First, target paces are established by going to this calculator and inputting a recent race or Time Trial result. Read Full Instructions, background and insight on how to use Jack’s calculator. If you don’t have a recent race result, I caution you from putting a Goal Pace into the calculator for a 5K or 10K race that you want to hit, for that could lead you into over-exertion, but it will at least give you a starting point. Fill to out the Table in the Worksheet and save a Copy for future reference. An App is also available for the calculator here – Google Mobile App, Apple Mobile App. The Mobile App is VERY handy to look at before a workout.
A loose guide:
The base for the plan is a 24 week 5K-15K plan by Jack Daniels PhD from the book Daniel’s Running Formula. The adaptions for our 8 week 10K Plan are to remove Phase 1 – the first 6 weeks of base building (average of 30min run on 5 days per week, with a long run on the weekend), to select weeks from each of the remaining 3 Phases, and to remove a 3rd Speed workout during the week.
There are other small changes to some workouts allow for F3-Swift workout principles to allow for regrouping and no man left behind, Preferring Time over Distance (not everyone has a GPS watch or track), and removing the “top end” of Interval quantity to keep to a 60minute workout and lower mileage. If you would like the Full workout, please visit the shared workbook and see the 2nd Sheet.
If the interval workouts here are too much mileage, I recommend cutting the number of intervals, not the pace or time/distance of each interval. As an example, instead of 4 x 5min intervals, try 3 x 5min intervals and use the rest as Easy Running. Some workouts call for a Range
Weekly mileage is individual to each athlete based on your Base Mileage (i.e. what is my average mileage over the last several weeks). Daniels and many other experts advocate for not increasing your weekly mileage at too great a rate – FLATTEN THE CURVE! This ranges from a conservative no more than 10 miles per week added every 3rd week to a slightly more progressive but still cautionary no more than 1 hour per week running increase. A large increase in weekly mileage can lead to Stress Fractures and other injuries.
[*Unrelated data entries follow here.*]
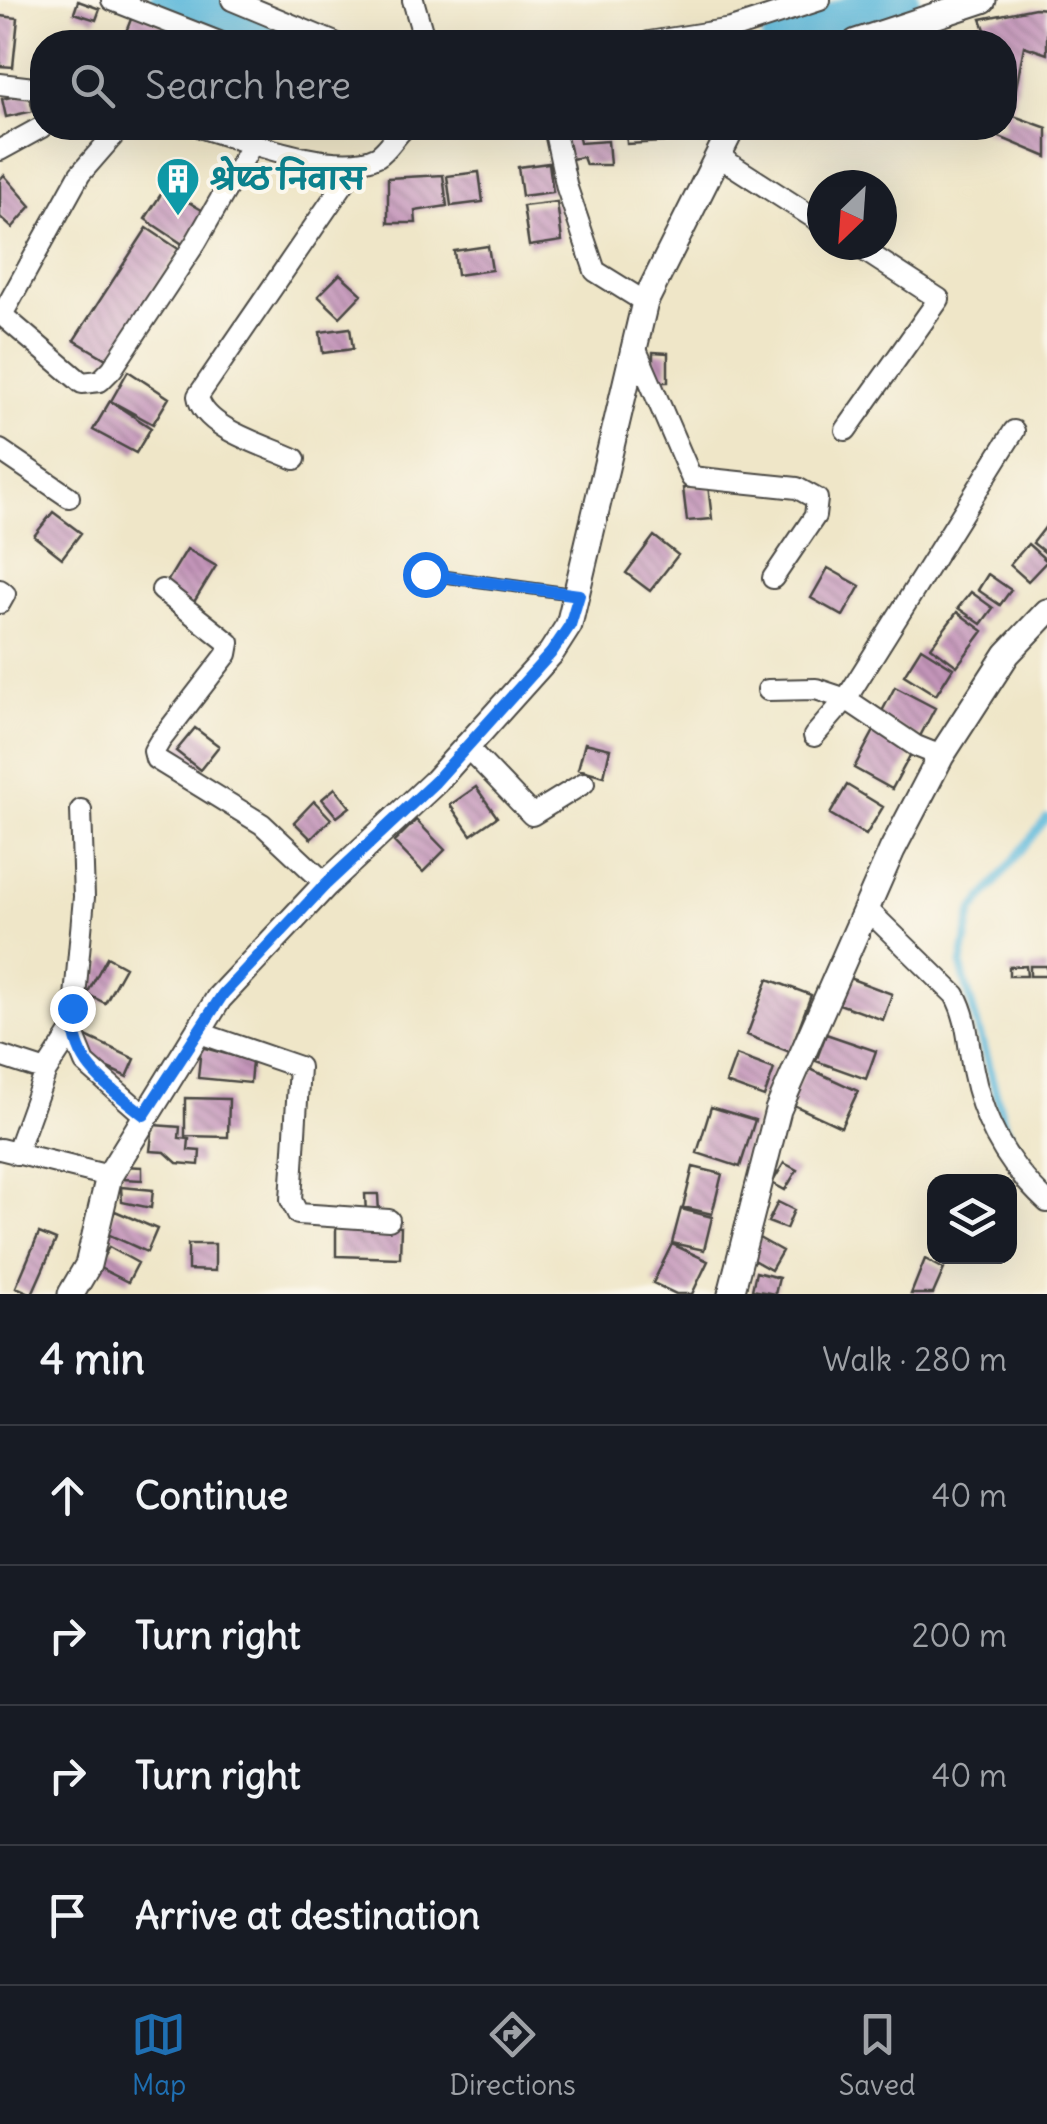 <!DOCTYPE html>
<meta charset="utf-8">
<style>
:root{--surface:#171b24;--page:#242831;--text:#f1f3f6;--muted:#9ea1a6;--line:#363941;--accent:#1f6fb2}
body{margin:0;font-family:Delius,"Playpen Sans Deva",sans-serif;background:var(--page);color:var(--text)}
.controls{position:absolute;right:30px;bottom:30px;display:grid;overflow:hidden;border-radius:20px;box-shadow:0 10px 40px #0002}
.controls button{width:90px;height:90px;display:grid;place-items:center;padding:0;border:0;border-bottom:2px solid var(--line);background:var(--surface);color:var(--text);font:50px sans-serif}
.compass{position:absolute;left:807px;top:170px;width:90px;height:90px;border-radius:50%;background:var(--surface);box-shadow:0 10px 40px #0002;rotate:205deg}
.stop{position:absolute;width:30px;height:30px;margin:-22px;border:8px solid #1a73e8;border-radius:50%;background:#fff}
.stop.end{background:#1a73e8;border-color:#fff;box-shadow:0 2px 10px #0008}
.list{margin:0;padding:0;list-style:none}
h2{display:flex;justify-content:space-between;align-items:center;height:130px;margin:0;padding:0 40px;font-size:42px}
h2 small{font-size:32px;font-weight:400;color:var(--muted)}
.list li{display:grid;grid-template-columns:65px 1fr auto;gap:30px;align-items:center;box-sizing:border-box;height:140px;padding:0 40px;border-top:2px solid var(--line)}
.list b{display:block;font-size:38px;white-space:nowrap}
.list em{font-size:32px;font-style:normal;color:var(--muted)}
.icon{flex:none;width:55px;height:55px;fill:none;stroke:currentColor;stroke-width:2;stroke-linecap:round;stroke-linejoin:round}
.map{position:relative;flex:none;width:1047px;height:1294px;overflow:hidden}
.search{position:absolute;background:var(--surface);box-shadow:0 10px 40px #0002;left:30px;right:30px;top:30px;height:110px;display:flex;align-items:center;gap:25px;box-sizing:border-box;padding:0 35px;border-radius:40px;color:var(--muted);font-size:38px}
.sheet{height:690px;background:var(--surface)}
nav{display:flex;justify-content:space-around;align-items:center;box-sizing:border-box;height:140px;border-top:2px solid var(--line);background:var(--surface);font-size:28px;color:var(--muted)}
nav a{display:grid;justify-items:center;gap:5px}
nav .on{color:var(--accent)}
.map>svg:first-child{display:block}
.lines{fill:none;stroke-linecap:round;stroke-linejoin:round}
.stream{stroke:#5cb8da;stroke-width:8}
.river{stroke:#5cb8da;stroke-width:42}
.building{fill:url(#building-back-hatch)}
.service-casing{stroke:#484743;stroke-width:14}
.minor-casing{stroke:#484743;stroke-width:24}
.tertiary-casing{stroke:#484743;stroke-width:29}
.service{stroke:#fff;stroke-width:10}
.minor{stroke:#fff;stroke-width:20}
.tertiary{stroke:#fff;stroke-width:25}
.route{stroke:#1a73e8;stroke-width:12}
.labels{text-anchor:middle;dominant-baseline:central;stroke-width:8;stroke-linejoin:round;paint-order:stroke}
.culture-label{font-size:30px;font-weight:bold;fill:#0d838f;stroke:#fbf7ec;text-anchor:start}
</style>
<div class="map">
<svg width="1047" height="1294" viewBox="0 0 1047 1294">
<defs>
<pattern id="building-back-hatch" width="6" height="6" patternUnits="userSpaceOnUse" patternTransform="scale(2.5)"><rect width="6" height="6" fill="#c495ba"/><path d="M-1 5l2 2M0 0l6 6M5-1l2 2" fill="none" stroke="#9f7a97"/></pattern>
</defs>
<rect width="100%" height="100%" fill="#fbf7ec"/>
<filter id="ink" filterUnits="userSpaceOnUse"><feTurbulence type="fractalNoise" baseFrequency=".01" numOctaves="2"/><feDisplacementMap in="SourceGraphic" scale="20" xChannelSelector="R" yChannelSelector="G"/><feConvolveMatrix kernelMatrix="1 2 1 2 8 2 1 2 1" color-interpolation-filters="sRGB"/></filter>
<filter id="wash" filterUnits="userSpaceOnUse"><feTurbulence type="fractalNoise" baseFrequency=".0048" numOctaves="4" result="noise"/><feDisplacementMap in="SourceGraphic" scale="40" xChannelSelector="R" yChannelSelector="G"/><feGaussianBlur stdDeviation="2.25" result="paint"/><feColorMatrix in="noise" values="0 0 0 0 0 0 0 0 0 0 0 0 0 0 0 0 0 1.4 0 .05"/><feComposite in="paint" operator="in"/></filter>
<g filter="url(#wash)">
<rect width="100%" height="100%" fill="#efe6c8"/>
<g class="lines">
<path class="stream" d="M 1045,1188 L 1018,1153 L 1004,1122 L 961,966 L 972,912 L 1047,818"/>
<path class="river" d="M 170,0 L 286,42
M 782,42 L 899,0"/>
</g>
<g id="blocks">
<path class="building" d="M 78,1 L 100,9 L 96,20 L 74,13 Z
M 1035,8 L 1047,9 L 1047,54 L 1024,46 L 1011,115 L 1047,128 L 1047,157 L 978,128 L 1004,128 L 1004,42 L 989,40 L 981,19 Z
M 135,9 L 169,29 L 163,42 L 122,42 Z
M 0,16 L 18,18 L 13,67 L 0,66 Z
M 29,93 L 33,111 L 6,117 L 2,99 Z
M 577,128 L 580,143 L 608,141 L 610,165 L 586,165 L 583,157 L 565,160 L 559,130 Z
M 626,128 L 662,128 L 663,142 L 627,144 Z
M 549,163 L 553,192 L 522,196 L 518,167 Z
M 479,172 L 483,202 L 451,206 L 447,176 Z
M 4,175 L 31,206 L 12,228 L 0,217 L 0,179 Z
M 443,175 L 447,206 L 415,211 L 416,223 L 388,223 L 388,178 Z
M 165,188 L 210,215 L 184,245 L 145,219 Z
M 557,202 L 562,241 L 529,246 L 523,206 Z
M 147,228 L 180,250 L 108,360 L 74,340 Z
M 488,246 L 492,270 L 457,275 L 454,251 Z
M 340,274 L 362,294 L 340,317 L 318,296 Z
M 350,328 L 353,349 L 323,353 L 320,332 Z
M 653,352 L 668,353 L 668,382 L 653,382 Z
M 128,371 L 169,398 L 153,424 L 111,401 Z
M 110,401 L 151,428 L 136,453 L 93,430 Z
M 708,485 L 712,519 L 687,521 L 683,488 Z
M 53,512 L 81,533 L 62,558 L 34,536 Z
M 1047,525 L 1047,554 L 1033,543 Z
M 654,536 L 678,555 L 650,591 L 626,573 Z
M 1028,544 L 1047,561 L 1028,581 L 1010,565 Z
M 187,549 L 216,566 L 191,607 L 162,590 Z
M 828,568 L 860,586 L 843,616 L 811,598 Z
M 988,574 L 1011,590 L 1000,605 L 978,590 Z
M 971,592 L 993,608 L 981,624 L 958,608 Z
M 957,612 L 983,631 L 957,666 L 931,647 Z
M 921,648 L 953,668 L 936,695 L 904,675 Z
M 895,687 L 935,708 L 919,738 L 879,717 Z
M 195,728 L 219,746 L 200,770 L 176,751 Z
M 875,729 L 913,750 L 892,789 L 854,768 Z
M 585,743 L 610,749 L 604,776 L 578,769 Z
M 847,785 L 883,807 L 866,835 L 830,814 Z
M 476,787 L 497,817 L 471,835 L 450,805 Z
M 335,788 L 350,807 L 337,817 L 322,799 Z
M 314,801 L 331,819 L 311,839 L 294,822 Z
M 416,820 L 445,850 L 423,872 L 394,842 Z
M 107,957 L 125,967 L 105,1003 L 87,994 Z
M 1026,966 L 1027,976 L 1009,976 L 1009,967 Z
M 1030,966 L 1047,966 L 1047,976 L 1030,976 Z
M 849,978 L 892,994 L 883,1020 L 839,1004 Z
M 768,979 L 811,995 L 790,1052 L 747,1035 Z
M 826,1034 L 876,1051 L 866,1079 L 816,1061 Z
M 88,1037 L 135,1059 L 127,1077 L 80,1055 Z
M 201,1047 L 252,1061 L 250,1083 L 198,1078 Z
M 736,1055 L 774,1069 L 764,1097 L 726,1083 Z
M 806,1067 L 858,1091 L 841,1127 L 789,1103 Z
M 185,1098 L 229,1099 L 228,1137 L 185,1136 Z
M 711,1107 L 755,1120 L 740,1167 L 697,1153 Z
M 153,1125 L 180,1127 L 179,1138 L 189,1139 L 188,1150 L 200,1151 L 199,1165 L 177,1163 L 165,1152 L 150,1151 Z
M 784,1163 L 797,1170 L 785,1190 L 772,1183 Z
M 122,1166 L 142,1167 L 142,1180 L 122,1179 Z
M 693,1167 L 722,1174 L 712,1214 L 683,1207 Z
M 121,1187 L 153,1190 L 151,1208 L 122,1202 Z
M 365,1194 L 378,1194 L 379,1213 L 366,1214 Z
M 778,1202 L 794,1210 L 786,1229 L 768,1222 Z
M 681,1209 L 712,1217 L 704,1250 L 672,1243 Z
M 115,1211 L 157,1229 L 147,1252 L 105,1233 Z
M 336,1225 L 401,1227 L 400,1258 L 336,1256 Z
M 39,1233 L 56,1240 L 32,1294 L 16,1287 Z
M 759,1238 L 782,1251 L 771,1270 L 748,1257 Z
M 188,1244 L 215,1244 L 215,1271 L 188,1270 Z
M 672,1244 L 708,1261 L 692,1294 L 676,1294 L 653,1283 Z
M 109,1247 L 138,1263 L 128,1282 L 98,1267 Z
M 925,1259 L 944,1269 L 933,1294 L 911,1294 Z
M 756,1272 L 779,1278 L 775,1294 L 752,1290 Z"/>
</g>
</g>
<g filter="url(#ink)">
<use href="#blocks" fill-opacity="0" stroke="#484743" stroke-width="2.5"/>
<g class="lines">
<defs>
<path id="service" d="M 425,574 L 573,594"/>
<path id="minor" d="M 112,0 L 219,42
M 232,0 L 333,42
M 413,0 L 425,42
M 649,42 L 731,29 L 820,0
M 0,84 L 42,89
M 120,128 L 80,174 L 2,315 L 82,383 L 100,381 L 112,369 L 196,242 L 251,146
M 203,128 C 244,141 338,177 378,156 C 388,150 395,136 404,128
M 554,128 L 567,188 L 595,271 L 645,302
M 0,150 L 42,127
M 718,156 L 822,223
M 634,345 L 691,477 L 797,488 L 817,499 L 815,516 L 773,578
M 846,430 L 939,299 L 856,245
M 0,450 L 69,497
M 295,459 C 268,446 203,429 198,396 L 357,164
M 0,590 L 5,594 L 0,603
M 162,590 L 229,643 L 227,654 L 160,741 L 154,751 L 156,759 L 262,824 L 326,884
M 768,690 L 816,689 L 846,699 L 814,736
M 465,745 L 532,815 L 584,783
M 941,756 L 916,746 L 846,699 L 1014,431
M 81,810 L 84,897 L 72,1031 L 85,1063 L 144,1115
M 868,910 L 955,995 C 968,1018 968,1044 973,1070 C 983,1123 1008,1166 1047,1202
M 197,1032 L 299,1067 L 291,1200 L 298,1214 L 389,1220
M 0,1056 L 46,1071
M 0,1149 L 109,1176
M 16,1154 L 46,1071 L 72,1031"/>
<path id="tertiary" d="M 856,42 L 983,0
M 71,1294 L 88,1265 L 109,1176 L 219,998 L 326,884 L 435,782 L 551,653 L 569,625 L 645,302 L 732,128
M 731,1294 L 778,1110 L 892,850 L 941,756 L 1007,654 L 1047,612"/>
</defs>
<use href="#service" class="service-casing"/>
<use href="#minor" class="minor-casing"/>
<use href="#tertiary" class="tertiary-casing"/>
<use href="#service" class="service"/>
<use href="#minor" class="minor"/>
<use href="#tertiary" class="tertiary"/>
</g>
</g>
<g class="lines" filter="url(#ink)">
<path class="route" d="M 72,1008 C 73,1067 103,1081 144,1115 L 223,994 L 326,884 L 435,782 L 551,653 L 570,625 L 579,595 L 425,574"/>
</g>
<defs>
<symbol id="building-pin" viewBox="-11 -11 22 30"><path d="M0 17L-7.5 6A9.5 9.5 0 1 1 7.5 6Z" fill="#0f9aa8" stroke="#fbf7ec"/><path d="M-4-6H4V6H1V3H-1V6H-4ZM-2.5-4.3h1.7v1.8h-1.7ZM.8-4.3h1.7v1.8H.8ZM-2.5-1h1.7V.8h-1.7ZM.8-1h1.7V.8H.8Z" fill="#fff"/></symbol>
</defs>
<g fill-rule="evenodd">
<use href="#building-pin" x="153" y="154" width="50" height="68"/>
</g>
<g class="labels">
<g class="culture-label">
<text x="210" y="179">श्रेष्ठ निवास</text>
</g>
</g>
</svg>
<div class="controls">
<button><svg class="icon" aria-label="layers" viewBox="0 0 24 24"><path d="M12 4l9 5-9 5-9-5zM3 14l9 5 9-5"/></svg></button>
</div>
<svg class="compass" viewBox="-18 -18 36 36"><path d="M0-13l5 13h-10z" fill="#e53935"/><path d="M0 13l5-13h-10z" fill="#9ea1a6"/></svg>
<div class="stop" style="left:425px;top:574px"></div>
<div class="stop end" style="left:72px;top:1008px"></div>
<div class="search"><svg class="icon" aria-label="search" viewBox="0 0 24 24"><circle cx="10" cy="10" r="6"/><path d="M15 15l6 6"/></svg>Search here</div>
</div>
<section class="sheet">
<h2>4 min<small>Walk · 280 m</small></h2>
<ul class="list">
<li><svg class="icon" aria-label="ahead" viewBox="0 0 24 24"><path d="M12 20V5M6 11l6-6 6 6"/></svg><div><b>Continue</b></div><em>40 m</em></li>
<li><svg class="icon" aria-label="right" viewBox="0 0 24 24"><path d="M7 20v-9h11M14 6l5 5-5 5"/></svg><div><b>Turn right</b></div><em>200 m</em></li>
<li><svg class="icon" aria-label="right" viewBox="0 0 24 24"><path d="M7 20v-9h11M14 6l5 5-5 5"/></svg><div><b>Turn right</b></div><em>40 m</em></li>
<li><svg class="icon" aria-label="arrive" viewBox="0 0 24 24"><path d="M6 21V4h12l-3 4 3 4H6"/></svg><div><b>Arrive at destination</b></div></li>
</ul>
</section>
<nav>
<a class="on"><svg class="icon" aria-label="map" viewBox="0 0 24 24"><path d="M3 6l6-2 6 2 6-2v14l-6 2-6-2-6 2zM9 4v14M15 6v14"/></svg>Map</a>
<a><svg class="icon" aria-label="directions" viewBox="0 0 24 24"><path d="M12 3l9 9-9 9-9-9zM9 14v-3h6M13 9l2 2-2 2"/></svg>Directions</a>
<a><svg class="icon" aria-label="saved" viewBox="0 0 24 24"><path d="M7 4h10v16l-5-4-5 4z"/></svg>Saved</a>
</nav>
The Long Run guidelines are based on Daniel’s recommendation that it should not be more than 25% of your Weekly Mileage. For some runners, this may mean 8 miles. For other runners, this may mean 15 miles. There is no hard cut-off to say that if you run 30% of your week in a single day, you’re going to be injured, but it’s a slippery slope to keep building most of your mileage into one day if it is not something you are used to. Do Bootcamps count as mileage? Perhaps, don’t be focused on the GPS miles during a Bootcamp, but perhaps use a conservative 3 miles per 45 minute workout. 4 miles per 60 minute workout. More miles if the Bootcamp was really running focused on the legs or actual running.